The page cache is virtually addressed so that it can be
consulted in parallel to the TLB, further reducing tag lookup
time. As there is only one user gateware executing on the
FPGA, the choice of using virtually tagged cache has little
impact on performance when compared to a physically tagged
cache. Similar to the TLB, each lookup takes 2 cycles and it
is employing LRU replacement policy as well.
Gateware Interface — The MMU exposes a simple access
interface to the user gateware as shown in Figure 2. This
interface allows the user gateware to access the virtual address
space as part of the executing process. The signal pair reqt
and reqt_ack indicates the completion of a memory oper-
ation. They are needed to ensure the user gateware is stalled
correctly for cases such as a TLB or cache miss that results
in unpredictable access latency.
PCIe Connection — To access the system main memory,
our current gateware MMU implementation relies on the PCI-
express (PCIe) connection of the ML505 platform that it
resides on. A few technical requirements have made this the
best choice for memory interfacing despite its relatively slow
speed (x1 generation 1). First, the bus mastering capability
of PCIe is absolutely needed to allow autonomous execution
of user gateware on the FPGA without CPU’s intervention.
Then, in cases when the assistance of OS kernel is needed,
such as updating a TLB entry, PCIe also provides a systematic
interrupt mechanism from the FPGA to the CPU. Finally, it is
foreseeable that the newer FPGA boards will be equipped with
a faster PCIe interface due to its commonality in workstations.
B. OS Kernel Extension
The virtual memory system for gateware would not be
complete without support from the operating system kernel
running in the CPU. We extended the Linux kernel by a special
device driver that serves as a kernel extension dedicated to the
task of managing the TLB contents on the FPGA. In particular,
the gateware MMU interrupts the CPU if an unsuccessful
address translation is encountered. This interrupt triggers the
execution of the interrupt handler, which in turn will look for
the corresponding address translation in the kernel and update
the TLB entry on the FPGA accordingly.
In the next sub-section, the interaction between the MMU
on the FPGA and the OS kernel is illustrated by considering
various memory access scenarios.
C. System Workflow
User gateware initiates an access to the virtual memory
system by asserting the Reqt signal together with the virtual
address in the Addr signal. Consequently, the MMU looks up
the content from the TLB and the page cache in parallel with
the supplied virtual address. Depending on the TLB and cache
contents, the lookup may result in 3 different scenarios:
FPT2013 Demo Paper
−459−
TLB hit, cache hit — This is the ideal case in which the
requested data is already residing in the on-chip page cache.
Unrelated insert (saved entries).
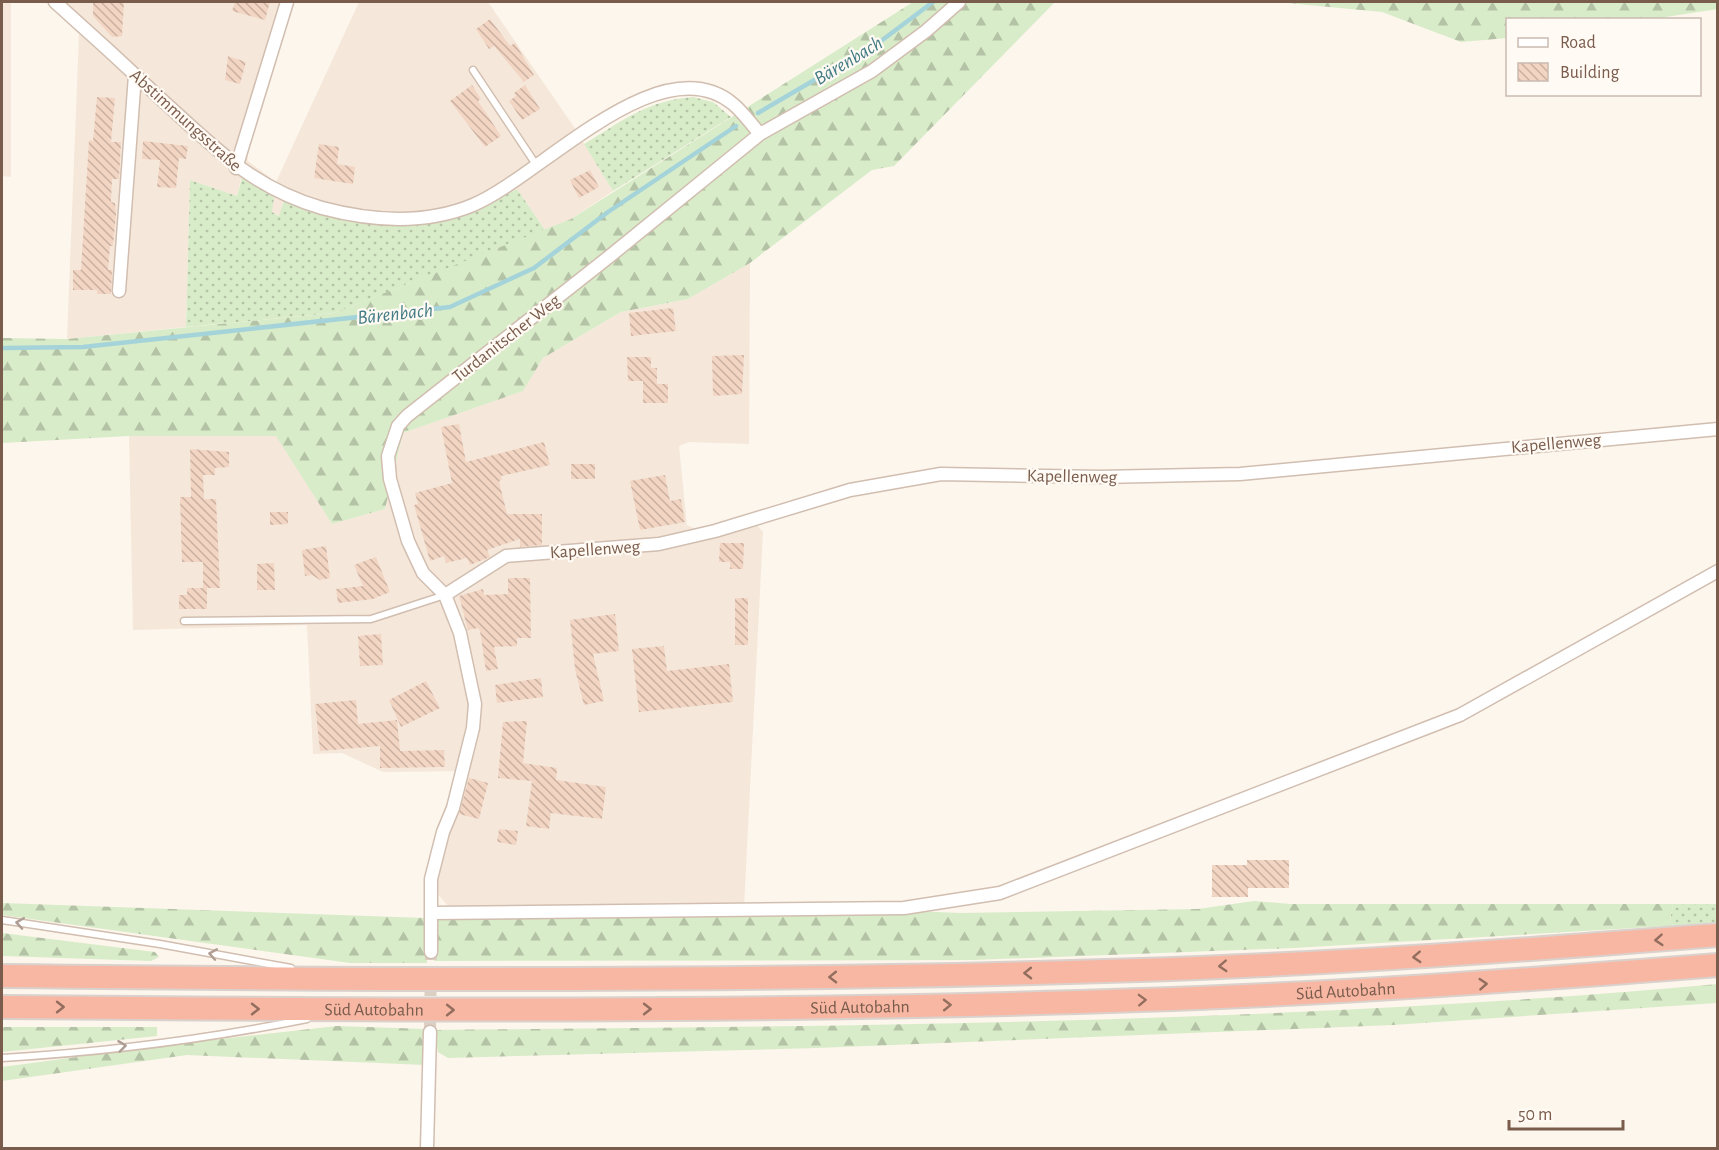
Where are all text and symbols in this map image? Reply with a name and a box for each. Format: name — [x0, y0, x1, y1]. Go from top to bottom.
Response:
legend — [1506, 18, 1701, 96]
water label: Bärenbach — [811, 33, 886, 89]
text: Road — [1560, 34, 1596, 52]
text: Building — [1560, 64, 1620, 82]
street label: Abstimmungsstraße — [126, 66, 245, 175]
street label: Turdanitscher Weg — [449, 291, 564, 386]
water label: Bärenbach — [356, 300, 434, 328]
street label: Kapellenweg — [1510, 431, 1602, 457]
street label: Kapellenweg — [1027, 467, 1118, 487]
street label: Kapellenweg — [549, 538, 641, 562]
one-way arrow — [16, 917, 25, 929]
one-way arrow — [1655, 933, 1664, 946]
one-way arrow — [208, 948, 218, 961]
one-way arrow — [1413, 950, 1422, 963]
one-way arrow — [1218, 960, 1227, 973]
one-way arrow — [1023, 967, 1032, 979]
one-way arrow — [828, 971, 837, 984]
one-way arrow — [1479, 977, 1488, 990]
street label: Süd Autobahn — [1296, 980, 1396, 1004]
one-way arrow — [1137, 994, 1146, 1007]
street label: Süd Autobahn — [810, 998, 910, 1018]
one-way arrow — [942, 999, 951, 1011]
one-way arrow — [55, 1001, 64, 1013]
street label: Süd Autobahn — [324, 1001, 424, 1020]
one-way arrow — [250, 1003, 259, 1015]
one-way arrow — [642, 1003, 651, 1015]
one-way arrow — [445, 1004, 454, 1016]
one-way arrow — [118, 1041, 127, 1053]
scale bar — [1509, 1093, 1623, 1131]
text: 50 m — [1518, 1106, 1552, 1124]

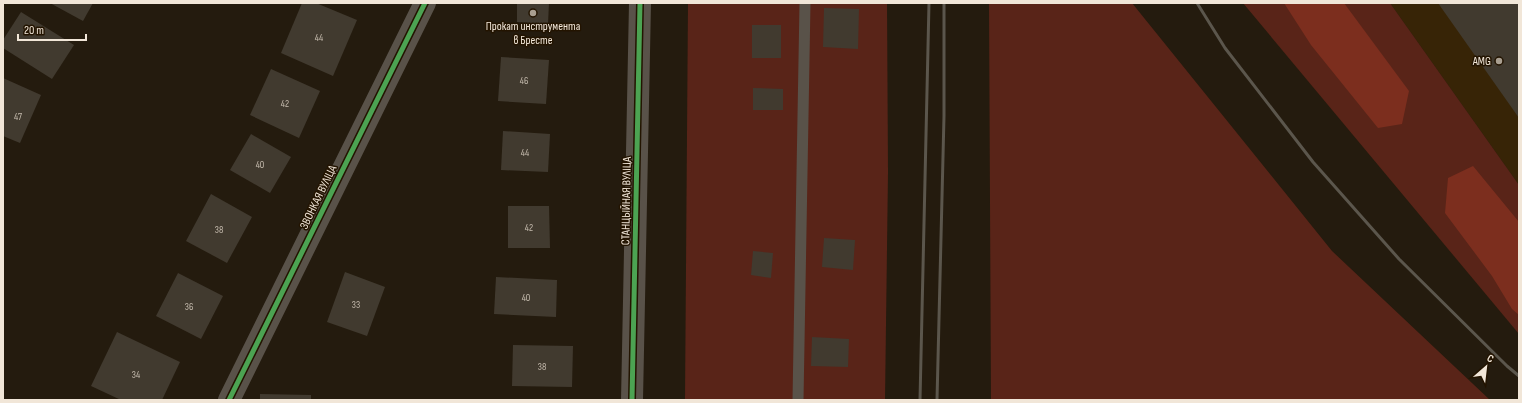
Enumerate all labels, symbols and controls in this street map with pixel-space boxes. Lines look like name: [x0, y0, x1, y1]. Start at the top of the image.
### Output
marker: Прокат инструмента в Бресте: [528, 8, 538, 18]
scale bar: [18, 16, 86, 42]
place label: Прокат инструмента в Бресте: [486, 19, 581, 48]
text: 20 m: [24, 23, 44, 38]
house number: 44: [315, 32, 323, 44]
place label: AMG: [1472, 54, 1491, 69]
marker: AMG: [1494, 56, 1504, 66]
house number: 46: [520, 75, 528, 87]
house number: 42: [281, 98, 289, 110]
house number: 47: [14, 111, 22, 123]
house number: 44: [521, 147, 529, 159]
street label: СТАНЦЫЙНАЯ ВУЛІЦА: [618, 156, 635, 245]
house number: 40: [256, 159, 264, 171]
street label: ЗВОНКАЯ ВУЛІЦА: [297, 162, 341, 232]
house number: 42: [525, 222, 533, 234]
house number: 38: [215, 224, 223, 236]
house number: 40: [522, 292, 530, 304]
house number: 33: [352, 299, 360, 311]
house number: 36: [185, 301, 193, 313]
north arrow: [1466, 347, 1506, 387]
text: С: [1485, 352, 1496, 366]
house number: 38: [538, 361, 546, 373]
house number: 34: [132, 369, 140, 381]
Its value is returned to the user gateware immediately for a
read request. For a write transaction, the data is stored in the
page cache for later write-back action.
TLB hit, cache miss — This happens due to the limited
capacity of the page cache. Fortunately, since the physical
address of the requested location can be computed from the
on-chip TLB entry, the MMU may initiate a DMA read from
the system memory directly without involving the OS. The
page must have already been pinned in the main memory from
previous OS action when the TLB entry was updated on the
FPGA. In this case, the read latency of this request is equal
to the page reading time through the PCIe bus.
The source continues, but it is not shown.